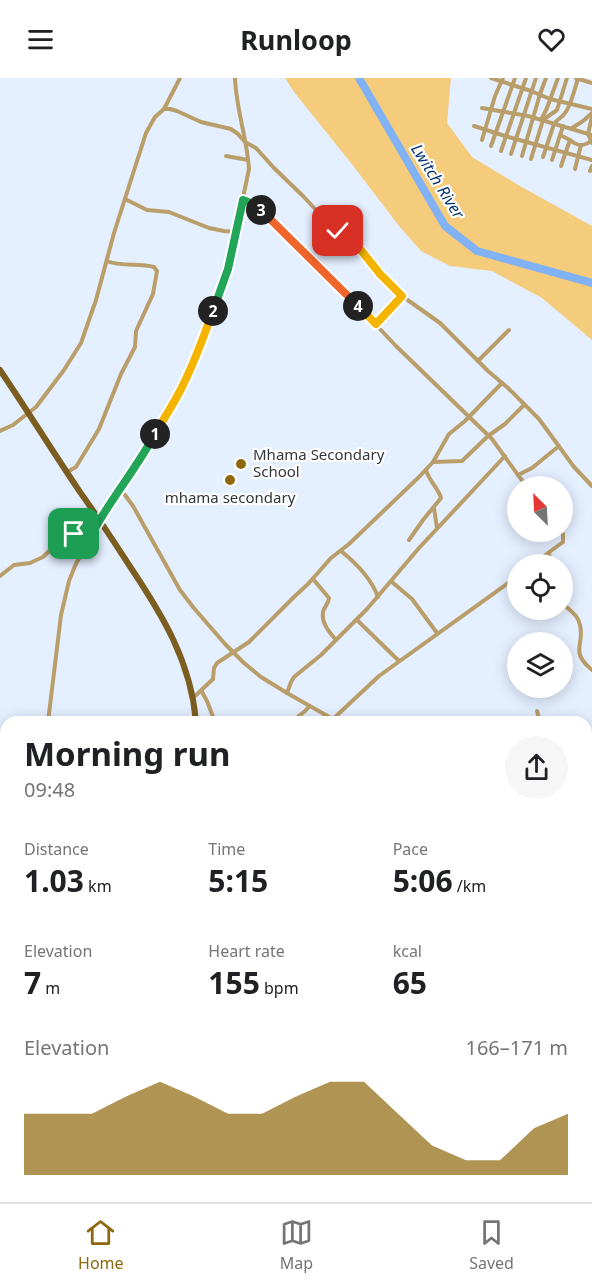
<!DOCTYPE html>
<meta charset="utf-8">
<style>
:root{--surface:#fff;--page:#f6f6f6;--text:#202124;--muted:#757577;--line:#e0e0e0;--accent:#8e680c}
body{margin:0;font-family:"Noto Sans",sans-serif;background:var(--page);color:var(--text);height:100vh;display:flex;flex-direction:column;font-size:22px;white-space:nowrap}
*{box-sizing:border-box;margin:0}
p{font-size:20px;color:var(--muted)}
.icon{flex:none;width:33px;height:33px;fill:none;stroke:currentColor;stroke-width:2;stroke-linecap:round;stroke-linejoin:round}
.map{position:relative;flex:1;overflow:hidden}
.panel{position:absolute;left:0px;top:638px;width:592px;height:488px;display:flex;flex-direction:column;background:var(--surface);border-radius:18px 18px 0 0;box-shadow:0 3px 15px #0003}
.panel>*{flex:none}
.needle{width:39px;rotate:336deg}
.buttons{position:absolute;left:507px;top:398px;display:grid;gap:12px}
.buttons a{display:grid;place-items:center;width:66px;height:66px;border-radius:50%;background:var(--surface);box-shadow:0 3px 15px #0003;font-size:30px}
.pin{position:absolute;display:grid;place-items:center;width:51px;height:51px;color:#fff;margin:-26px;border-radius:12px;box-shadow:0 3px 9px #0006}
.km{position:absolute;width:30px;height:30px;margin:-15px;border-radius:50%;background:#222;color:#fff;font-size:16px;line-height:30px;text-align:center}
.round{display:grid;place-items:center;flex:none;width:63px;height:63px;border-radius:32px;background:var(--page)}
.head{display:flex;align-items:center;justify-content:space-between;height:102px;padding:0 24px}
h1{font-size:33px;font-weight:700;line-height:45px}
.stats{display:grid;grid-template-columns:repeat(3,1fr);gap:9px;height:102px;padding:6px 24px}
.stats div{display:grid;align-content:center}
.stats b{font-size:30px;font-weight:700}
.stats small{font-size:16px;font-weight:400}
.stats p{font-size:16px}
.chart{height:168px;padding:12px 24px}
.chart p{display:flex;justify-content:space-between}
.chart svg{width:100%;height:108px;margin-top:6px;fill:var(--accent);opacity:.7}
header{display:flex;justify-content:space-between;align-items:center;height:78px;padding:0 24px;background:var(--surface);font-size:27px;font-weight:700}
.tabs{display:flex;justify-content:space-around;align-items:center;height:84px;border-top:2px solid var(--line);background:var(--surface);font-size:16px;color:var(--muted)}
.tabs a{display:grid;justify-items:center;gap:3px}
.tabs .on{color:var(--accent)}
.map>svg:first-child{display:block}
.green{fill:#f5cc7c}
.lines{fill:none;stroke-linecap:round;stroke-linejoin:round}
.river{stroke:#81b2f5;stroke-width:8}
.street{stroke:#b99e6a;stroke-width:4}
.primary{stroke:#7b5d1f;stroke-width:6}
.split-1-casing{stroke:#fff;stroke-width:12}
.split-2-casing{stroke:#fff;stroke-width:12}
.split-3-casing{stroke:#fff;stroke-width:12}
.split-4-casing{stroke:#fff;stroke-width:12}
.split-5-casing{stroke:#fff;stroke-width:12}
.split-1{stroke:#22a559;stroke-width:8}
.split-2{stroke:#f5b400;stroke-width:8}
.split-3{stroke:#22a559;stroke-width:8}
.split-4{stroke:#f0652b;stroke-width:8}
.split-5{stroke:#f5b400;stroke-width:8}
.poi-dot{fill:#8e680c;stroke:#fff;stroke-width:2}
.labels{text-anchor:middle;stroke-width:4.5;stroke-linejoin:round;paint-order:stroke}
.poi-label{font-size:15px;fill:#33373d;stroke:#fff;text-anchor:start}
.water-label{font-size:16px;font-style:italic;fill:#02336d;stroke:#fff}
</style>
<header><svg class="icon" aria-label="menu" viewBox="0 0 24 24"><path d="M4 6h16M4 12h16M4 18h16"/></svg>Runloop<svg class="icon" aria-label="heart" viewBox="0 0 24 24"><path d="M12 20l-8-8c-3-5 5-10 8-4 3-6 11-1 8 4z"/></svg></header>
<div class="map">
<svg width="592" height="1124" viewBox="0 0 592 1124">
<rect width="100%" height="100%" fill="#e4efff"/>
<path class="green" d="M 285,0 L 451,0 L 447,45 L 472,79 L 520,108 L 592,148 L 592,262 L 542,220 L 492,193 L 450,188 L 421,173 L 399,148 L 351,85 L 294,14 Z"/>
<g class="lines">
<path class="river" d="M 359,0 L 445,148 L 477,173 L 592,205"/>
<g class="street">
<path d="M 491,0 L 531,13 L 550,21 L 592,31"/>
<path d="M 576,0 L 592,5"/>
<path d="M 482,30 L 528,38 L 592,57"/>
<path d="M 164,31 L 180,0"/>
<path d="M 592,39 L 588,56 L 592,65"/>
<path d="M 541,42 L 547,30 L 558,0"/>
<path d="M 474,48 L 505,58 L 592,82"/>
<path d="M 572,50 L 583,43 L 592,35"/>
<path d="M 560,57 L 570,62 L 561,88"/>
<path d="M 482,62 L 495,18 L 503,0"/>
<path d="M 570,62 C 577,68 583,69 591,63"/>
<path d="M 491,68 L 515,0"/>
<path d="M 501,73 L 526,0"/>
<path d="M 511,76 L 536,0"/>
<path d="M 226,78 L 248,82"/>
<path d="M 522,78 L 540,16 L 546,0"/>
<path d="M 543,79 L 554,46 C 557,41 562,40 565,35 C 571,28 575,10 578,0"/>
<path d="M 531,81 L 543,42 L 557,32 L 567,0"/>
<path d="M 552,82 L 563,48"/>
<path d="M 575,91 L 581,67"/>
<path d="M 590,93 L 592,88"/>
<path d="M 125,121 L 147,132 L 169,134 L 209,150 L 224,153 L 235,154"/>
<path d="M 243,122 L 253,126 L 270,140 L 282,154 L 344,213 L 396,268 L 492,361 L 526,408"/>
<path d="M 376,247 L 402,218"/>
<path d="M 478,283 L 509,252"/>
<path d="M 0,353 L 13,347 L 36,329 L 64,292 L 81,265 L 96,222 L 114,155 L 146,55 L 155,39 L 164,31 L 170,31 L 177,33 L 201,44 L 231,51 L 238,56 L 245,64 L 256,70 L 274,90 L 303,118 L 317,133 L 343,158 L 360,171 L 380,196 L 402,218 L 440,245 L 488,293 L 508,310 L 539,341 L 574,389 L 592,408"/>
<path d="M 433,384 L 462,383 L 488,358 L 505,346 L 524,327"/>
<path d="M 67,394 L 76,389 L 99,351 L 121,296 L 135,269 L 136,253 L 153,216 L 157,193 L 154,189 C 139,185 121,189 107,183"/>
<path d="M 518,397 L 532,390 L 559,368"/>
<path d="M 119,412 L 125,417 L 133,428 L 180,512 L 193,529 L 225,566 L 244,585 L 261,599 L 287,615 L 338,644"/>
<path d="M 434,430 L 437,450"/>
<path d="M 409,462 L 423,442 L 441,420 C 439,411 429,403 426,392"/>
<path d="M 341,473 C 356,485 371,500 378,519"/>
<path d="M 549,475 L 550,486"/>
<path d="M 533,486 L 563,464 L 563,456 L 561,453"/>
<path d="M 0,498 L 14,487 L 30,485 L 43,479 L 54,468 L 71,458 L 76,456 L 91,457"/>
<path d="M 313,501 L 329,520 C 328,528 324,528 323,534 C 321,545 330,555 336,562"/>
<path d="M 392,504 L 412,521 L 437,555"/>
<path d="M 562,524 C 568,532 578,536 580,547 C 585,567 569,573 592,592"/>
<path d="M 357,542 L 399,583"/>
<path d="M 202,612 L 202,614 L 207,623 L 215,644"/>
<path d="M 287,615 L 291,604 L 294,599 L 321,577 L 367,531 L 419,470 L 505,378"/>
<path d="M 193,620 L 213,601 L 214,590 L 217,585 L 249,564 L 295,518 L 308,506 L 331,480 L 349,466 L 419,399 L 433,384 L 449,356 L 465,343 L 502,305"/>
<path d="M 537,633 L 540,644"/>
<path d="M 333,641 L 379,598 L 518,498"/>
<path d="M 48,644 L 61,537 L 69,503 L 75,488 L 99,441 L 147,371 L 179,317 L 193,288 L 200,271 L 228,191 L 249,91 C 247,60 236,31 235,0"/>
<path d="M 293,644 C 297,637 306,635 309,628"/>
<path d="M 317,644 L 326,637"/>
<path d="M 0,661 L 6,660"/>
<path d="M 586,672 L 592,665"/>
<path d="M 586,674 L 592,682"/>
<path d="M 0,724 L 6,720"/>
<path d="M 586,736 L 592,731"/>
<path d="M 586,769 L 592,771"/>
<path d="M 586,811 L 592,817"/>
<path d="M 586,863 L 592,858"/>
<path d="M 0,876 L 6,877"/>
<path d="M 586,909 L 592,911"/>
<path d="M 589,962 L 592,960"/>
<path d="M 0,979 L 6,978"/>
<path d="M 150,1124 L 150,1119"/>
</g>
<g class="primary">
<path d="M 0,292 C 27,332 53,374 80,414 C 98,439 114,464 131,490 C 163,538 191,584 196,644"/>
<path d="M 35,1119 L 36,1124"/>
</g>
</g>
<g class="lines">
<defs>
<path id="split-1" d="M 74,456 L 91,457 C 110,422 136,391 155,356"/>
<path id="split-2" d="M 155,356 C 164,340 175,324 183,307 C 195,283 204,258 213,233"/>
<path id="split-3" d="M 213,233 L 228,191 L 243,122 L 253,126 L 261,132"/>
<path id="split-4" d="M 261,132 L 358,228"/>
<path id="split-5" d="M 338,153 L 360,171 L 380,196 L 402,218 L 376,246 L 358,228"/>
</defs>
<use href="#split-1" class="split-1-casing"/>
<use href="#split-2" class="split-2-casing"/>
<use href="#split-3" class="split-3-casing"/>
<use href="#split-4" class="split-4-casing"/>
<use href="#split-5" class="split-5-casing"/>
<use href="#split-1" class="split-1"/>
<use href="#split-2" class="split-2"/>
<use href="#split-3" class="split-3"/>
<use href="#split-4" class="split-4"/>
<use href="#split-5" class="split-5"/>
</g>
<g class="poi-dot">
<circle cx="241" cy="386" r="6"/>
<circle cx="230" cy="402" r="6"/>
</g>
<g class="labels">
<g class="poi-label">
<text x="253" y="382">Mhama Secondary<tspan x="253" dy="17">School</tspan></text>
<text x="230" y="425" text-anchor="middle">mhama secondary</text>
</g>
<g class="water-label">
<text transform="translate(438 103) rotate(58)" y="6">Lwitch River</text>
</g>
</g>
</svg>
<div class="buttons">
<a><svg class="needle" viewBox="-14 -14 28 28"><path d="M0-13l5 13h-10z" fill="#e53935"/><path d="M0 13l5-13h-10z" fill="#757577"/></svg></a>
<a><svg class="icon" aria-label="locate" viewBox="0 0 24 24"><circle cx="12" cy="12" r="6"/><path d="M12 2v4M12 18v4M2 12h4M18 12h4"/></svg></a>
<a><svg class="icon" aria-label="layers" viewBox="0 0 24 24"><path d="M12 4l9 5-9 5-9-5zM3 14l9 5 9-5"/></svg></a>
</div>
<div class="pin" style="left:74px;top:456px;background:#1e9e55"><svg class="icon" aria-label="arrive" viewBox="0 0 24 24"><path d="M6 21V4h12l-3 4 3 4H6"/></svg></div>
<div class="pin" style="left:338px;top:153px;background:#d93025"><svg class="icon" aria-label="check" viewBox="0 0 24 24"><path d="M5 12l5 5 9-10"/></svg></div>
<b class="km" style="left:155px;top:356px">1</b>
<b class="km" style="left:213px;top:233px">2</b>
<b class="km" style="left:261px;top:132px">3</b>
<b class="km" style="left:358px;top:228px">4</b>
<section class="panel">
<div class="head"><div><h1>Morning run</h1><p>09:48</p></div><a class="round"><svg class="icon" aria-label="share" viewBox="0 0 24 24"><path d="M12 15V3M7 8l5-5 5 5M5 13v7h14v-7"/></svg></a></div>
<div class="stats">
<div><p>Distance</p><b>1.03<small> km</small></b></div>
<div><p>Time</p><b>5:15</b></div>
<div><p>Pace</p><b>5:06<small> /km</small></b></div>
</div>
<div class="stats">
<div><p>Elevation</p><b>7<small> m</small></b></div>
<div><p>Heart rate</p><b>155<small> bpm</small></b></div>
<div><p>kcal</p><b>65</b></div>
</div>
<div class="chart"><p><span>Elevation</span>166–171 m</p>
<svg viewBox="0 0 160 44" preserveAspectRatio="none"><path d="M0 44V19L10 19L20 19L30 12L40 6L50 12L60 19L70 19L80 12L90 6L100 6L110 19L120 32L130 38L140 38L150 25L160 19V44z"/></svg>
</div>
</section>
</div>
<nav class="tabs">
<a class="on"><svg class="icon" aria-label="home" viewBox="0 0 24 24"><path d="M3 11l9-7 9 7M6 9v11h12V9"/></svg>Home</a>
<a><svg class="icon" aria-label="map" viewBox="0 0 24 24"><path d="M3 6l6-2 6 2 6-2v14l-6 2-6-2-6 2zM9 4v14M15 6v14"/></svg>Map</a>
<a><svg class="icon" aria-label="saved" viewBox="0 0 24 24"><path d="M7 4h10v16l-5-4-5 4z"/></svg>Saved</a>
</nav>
--
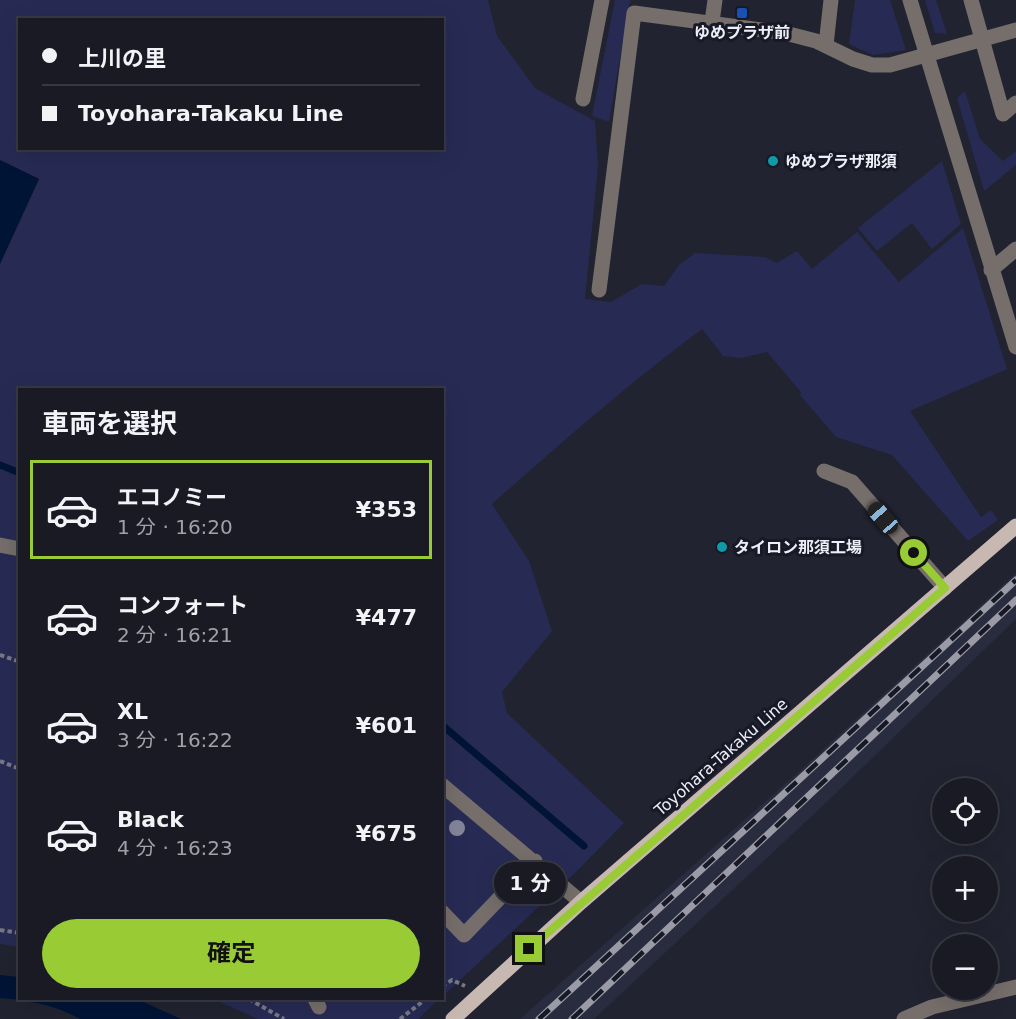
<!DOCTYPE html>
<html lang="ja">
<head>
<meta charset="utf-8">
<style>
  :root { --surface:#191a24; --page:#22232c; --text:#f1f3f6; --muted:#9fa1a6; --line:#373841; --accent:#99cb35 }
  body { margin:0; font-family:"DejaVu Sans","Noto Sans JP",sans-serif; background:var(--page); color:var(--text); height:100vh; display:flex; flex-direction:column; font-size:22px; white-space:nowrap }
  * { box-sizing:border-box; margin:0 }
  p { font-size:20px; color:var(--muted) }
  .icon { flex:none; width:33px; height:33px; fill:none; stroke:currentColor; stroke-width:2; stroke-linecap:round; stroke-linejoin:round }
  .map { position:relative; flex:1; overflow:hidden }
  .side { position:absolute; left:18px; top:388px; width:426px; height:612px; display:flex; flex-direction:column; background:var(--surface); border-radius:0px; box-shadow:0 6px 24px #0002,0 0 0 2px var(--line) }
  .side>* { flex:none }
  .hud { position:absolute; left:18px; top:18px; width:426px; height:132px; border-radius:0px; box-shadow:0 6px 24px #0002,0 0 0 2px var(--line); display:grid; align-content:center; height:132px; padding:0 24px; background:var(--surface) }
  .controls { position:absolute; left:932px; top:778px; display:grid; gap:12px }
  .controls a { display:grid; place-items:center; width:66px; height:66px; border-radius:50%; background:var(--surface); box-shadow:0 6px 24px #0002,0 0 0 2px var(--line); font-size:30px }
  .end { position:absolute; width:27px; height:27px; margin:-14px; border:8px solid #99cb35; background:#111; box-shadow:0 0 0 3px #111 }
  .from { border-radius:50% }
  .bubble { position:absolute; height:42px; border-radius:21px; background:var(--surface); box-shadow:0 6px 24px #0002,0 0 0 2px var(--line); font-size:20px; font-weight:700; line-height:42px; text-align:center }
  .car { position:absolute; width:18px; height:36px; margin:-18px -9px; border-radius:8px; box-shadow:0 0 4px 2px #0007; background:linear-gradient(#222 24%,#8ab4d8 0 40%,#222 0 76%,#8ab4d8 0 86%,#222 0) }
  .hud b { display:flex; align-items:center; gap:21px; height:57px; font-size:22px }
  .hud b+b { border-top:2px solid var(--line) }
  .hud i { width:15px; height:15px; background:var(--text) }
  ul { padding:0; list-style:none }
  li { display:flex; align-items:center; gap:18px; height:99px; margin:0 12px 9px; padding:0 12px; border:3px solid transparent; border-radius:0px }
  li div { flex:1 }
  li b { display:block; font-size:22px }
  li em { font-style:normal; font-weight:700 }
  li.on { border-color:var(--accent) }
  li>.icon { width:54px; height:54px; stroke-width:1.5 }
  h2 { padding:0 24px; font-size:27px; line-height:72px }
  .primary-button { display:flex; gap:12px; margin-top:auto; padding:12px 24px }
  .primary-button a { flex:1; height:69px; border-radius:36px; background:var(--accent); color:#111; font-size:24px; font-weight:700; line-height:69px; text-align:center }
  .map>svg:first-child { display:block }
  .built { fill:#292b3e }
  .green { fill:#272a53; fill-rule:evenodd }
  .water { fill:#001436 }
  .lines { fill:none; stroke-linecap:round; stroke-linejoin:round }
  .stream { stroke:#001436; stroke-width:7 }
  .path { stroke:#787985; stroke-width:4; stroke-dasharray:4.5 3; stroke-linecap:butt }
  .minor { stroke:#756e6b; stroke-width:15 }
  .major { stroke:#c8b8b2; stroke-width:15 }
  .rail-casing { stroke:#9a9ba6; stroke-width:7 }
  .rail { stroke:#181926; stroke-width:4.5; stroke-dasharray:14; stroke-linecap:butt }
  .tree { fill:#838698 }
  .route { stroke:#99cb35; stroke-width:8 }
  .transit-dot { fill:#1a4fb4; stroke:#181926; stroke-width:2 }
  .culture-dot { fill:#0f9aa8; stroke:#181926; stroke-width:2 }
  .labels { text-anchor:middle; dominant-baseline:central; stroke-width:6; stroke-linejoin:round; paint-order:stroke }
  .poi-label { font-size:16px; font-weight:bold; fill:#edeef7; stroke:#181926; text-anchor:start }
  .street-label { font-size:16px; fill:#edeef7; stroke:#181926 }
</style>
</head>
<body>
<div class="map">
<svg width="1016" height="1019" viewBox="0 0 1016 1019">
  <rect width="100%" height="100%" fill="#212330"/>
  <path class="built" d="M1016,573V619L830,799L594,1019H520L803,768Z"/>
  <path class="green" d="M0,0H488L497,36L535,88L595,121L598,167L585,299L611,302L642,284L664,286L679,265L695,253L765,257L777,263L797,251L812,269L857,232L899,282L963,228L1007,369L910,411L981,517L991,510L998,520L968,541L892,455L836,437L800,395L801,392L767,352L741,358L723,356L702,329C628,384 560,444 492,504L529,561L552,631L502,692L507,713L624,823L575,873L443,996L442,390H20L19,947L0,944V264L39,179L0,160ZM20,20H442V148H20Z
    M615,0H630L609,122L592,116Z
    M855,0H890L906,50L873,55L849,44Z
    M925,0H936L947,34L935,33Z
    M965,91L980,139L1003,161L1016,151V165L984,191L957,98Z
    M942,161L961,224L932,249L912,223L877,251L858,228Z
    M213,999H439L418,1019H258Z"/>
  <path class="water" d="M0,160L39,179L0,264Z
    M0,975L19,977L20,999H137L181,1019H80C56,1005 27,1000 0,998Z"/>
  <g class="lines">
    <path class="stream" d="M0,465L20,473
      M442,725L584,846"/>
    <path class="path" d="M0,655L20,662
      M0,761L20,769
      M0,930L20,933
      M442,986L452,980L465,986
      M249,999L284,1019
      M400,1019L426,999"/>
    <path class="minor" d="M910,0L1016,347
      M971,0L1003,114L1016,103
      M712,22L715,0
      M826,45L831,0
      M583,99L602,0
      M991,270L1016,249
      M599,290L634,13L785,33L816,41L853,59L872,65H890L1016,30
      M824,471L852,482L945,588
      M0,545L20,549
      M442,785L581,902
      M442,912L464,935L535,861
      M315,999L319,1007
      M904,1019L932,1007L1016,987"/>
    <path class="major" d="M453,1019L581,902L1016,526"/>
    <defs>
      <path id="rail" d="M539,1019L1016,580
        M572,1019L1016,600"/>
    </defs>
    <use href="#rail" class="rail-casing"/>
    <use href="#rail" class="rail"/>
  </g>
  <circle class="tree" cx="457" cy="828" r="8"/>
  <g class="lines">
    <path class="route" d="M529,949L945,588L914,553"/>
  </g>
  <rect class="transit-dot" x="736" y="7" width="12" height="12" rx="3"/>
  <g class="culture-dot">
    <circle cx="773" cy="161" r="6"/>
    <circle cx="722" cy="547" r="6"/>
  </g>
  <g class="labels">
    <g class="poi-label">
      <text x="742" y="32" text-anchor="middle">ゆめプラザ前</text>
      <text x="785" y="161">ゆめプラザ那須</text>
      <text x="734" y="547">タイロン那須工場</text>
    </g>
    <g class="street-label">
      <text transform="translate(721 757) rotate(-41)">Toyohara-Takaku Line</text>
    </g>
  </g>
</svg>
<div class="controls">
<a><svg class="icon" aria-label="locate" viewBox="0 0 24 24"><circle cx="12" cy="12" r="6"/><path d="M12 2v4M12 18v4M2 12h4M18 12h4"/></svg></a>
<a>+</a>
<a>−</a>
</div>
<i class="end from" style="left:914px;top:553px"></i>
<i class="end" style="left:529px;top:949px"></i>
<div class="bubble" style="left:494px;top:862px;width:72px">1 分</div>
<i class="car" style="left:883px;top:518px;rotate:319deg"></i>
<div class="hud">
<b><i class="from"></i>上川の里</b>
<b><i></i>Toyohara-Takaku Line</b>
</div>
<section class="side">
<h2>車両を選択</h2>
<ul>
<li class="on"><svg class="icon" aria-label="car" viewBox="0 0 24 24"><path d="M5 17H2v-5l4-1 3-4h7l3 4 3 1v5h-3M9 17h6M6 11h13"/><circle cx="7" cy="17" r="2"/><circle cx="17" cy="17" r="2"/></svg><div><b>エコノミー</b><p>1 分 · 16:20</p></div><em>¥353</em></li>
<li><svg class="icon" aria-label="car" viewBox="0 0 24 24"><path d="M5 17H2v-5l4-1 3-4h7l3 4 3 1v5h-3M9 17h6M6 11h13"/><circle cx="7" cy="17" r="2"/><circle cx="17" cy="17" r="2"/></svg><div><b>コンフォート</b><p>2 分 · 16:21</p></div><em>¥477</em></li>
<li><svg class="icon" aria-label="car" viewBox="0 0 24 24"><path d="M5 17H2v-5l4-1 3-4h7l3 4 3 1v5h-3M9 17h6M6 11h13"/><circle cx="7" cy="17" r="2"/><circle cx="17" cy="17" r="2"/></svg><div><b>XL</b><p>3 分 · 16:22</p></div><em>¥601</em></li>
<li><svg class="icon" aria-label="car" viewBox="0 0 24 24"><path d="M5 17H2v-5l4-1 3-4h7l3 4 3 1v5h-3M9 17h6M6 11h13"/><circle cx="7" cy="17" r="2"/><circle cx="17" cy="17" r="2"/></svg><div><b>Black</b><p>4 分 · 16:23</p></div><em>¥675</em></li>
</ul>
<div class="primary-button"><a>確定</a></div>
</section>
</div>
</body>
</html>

[Task to complete] Only lines holding the word "relative" belong in the answer; copy each one from the material.

[Result below]
.map{position:relative;flex:1;overflow:hidden}
  .map { position:relative; flex:1; overflow:hidden }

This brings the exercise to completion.